*** RECORDS SUPPLIED Section Begins ***
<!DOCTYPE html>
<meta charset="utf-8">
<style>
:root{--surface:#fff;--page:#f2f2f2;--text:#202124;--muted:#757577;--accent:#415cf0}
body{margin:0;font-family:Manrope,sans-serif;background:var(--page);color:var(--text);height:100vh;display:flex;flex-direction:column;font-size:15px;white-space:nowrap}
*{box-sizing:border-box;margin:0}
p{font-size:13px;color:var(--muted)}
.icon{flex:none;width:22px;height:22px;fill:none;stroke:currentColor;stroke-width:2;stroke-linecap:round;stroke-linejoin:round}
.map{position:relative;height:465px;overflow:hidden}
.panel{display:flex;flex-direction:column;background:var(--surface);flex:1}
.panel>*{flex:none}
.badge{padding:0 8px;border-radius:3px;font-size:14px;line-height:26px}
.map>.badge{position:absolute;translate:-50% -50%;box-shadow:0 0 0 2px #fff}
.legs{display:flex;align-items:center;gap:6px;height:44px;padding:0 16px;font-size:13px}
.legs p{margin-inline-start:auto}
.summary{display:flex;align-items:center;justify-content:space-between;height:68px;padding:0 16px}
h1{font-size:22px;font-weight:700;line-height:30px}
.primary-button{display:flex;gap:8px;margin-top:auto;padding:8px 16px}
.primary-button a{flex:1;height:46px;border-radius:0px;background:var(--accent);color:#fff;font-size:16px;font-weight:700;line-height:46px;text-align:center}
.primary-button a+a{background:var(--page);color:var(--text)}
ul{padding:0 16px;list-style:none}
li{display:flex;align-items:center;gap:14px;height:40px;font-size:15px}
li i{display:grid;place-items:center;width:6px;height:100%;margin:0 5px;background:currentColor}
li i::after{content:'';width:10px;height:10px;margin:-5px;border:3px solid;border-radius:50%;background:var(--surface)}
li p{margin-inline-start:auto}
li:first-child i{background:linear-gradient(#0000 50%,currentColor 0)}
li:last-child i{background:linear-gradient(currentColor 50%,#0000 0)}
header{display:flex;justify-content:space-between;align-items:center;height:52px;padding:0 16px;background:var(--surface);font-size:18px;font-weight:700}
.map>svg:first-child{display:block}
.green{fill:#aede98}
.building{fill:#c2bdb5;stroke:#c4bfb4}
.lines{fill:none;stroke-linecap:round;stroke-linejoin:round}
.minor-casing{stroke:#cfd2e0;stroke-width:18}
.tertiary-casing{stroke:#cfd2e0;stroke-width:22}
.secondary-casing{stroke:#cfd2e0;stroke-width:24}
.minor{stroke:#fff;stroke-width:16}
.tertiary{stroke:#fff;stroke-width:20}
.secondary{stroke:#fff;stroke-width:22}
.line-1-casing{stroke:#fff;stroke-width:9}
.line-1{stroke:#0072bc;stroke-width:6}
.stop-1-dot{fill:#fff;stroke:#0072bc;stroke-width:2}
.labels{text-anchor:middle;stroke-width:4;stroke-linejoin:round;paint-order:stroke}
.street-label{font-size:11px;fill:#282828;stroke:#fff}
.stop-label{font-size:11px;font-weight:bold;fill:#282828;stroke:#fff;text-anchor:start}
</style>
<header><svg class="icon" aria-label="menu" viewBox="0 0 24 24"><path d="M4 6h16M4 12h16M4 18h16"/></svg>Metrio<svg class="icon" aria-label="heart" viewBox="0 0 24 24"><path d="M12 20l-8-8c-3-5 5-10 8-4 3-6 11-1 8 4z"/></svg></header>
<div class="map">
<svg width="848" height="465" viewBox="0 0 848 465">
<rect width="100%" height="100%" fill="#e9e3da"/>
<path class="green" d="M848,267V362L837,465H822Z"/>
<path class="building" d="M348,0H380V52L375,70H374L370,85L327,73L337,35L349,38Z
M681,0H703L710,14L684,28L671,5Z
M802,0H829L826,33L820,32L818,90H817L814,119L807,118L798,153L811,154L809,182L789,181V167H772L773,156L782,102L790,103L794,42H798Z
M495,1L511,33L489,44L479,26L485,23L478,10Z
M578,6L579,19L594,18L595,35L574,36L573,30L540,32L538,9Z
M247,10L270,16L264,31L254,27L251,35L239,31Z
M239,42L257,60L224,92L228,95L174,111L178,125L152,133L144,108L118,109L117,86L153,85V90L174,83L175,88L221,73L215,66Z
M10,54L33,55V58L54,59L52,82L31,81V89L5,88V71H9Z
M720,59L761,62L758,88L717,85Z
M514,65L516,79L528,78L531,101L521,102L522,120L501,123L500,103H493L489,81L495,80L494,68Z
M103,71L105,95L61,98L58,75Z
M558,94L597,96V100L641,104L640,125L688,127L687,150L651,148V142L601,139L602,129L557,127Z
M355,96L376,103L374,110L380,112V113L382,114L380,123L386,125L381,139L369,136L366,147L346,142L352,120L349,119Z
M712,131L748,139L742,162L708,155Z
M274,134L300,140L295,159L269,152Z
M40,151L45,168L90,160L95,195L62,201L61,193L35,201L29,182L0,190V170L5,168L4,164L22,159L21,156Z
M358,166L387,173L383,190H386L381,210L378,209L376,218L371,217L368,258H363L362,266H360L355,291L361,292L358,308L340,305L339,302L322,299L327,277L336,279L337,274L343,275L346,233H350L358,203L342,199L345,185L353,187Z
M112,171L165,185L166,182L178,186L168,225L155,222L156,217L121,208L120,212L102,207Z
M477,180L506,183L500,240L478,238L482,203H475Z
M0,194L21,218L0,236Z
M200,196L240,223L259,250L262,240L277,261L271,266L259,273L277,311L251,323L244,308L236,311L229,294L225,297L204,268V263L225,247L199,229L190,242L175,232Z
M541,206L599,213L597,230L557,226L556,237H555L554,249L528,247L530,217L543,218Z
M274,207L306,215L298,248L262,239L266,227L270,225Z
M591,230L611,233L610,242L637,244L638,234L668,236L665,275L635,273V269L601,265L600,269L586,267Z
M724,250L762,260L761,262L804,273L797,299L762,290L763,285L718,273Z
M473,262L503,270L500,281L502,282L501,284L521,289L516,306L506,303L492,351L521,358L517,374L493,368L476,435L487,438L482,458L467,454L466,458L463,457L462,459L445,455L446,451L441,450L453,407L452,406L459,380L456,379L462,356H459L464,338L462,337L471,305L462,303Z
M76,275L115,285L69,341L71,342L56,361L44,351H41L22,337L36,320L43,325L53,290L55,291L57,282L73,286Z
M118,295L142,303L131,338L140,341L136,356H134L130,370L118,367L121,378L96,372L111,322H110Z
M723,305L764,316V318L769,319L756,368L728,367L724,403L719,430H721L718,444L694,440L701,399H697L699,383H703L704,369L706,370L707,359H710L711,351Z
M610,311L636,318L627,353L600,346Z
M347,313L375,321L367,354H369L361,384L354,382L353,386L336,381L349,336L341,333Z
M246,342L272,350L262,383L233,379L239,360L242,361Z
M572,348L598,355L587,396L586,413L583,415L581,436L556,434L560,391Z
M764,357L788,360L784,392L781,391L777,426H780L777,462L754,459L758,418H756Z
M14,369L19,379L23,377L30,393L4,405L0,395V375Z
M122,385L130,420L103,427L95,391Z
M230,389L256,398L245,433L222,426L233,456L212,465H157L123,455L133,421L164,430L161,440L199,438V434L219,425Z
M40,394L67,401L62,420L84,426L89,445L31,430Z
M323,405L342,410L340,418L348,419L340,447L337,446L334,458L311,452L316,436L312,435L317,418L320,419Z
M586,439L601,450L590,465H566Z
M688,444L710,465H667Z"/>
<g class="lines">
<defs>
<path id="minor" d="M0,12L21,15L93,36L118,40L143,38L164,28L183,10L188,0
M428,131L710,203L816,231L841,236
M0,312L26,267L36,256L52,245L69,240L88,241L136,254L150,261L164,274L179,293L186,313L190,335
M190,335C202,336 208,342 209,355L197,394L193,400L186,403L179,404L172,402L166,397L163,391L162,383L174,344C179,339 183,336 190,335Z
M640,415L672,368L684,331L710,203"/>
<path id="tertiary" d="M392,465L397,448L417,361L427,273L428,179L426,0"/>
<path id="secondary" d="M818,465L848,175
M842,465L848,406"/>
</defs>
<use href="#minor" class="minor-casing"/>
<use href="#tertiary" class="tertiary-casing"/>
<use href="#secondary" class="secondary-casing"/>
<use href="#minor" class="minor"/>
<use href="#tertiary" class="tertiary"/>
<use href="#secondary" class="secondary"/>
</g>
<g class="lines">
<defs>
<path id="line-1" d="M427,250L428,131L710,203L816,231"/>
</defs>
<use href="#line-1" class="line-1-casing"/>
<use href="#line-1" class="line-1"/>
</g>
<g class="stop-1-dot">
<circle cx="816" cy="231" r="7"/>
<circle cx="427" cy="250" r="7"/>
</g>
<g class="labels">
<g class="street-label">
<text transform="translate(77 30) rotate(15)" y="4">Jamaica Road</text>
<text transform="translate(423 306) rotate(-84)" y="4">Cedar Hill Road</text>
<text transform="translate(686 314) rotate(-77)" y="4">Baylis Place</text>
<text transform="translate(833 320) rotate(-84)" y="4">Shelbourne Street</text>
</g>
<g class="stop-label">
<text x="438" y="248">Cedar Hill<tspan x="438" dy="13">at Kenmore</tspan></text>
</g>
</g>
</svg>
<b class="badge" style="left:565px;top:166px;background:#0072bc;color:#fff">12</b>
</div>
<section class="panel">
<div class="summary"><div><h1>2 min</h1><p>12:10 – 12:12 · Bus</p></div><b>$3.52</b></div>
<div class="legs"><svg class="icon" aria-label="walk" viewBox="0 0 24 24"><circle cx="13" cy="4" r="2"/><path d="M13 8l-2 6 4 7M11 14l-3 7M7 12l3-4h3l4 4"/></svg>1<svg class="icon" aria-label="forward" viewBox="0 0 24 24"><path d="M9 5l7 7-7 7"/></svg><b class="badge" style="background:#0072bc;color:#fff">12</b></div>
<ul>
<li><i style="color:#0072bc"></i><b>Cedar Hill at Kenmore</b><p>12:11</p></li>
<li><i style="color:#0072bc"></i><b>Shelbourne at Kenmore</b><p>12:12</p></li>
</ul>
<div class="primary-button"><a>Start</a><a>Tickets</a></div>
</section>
*** RECORDS SUPPLIED Section Ends ***
Please state how many lines of the material contain the word "linecap", giving the number alone.

▸ TASK RESPONSE: 2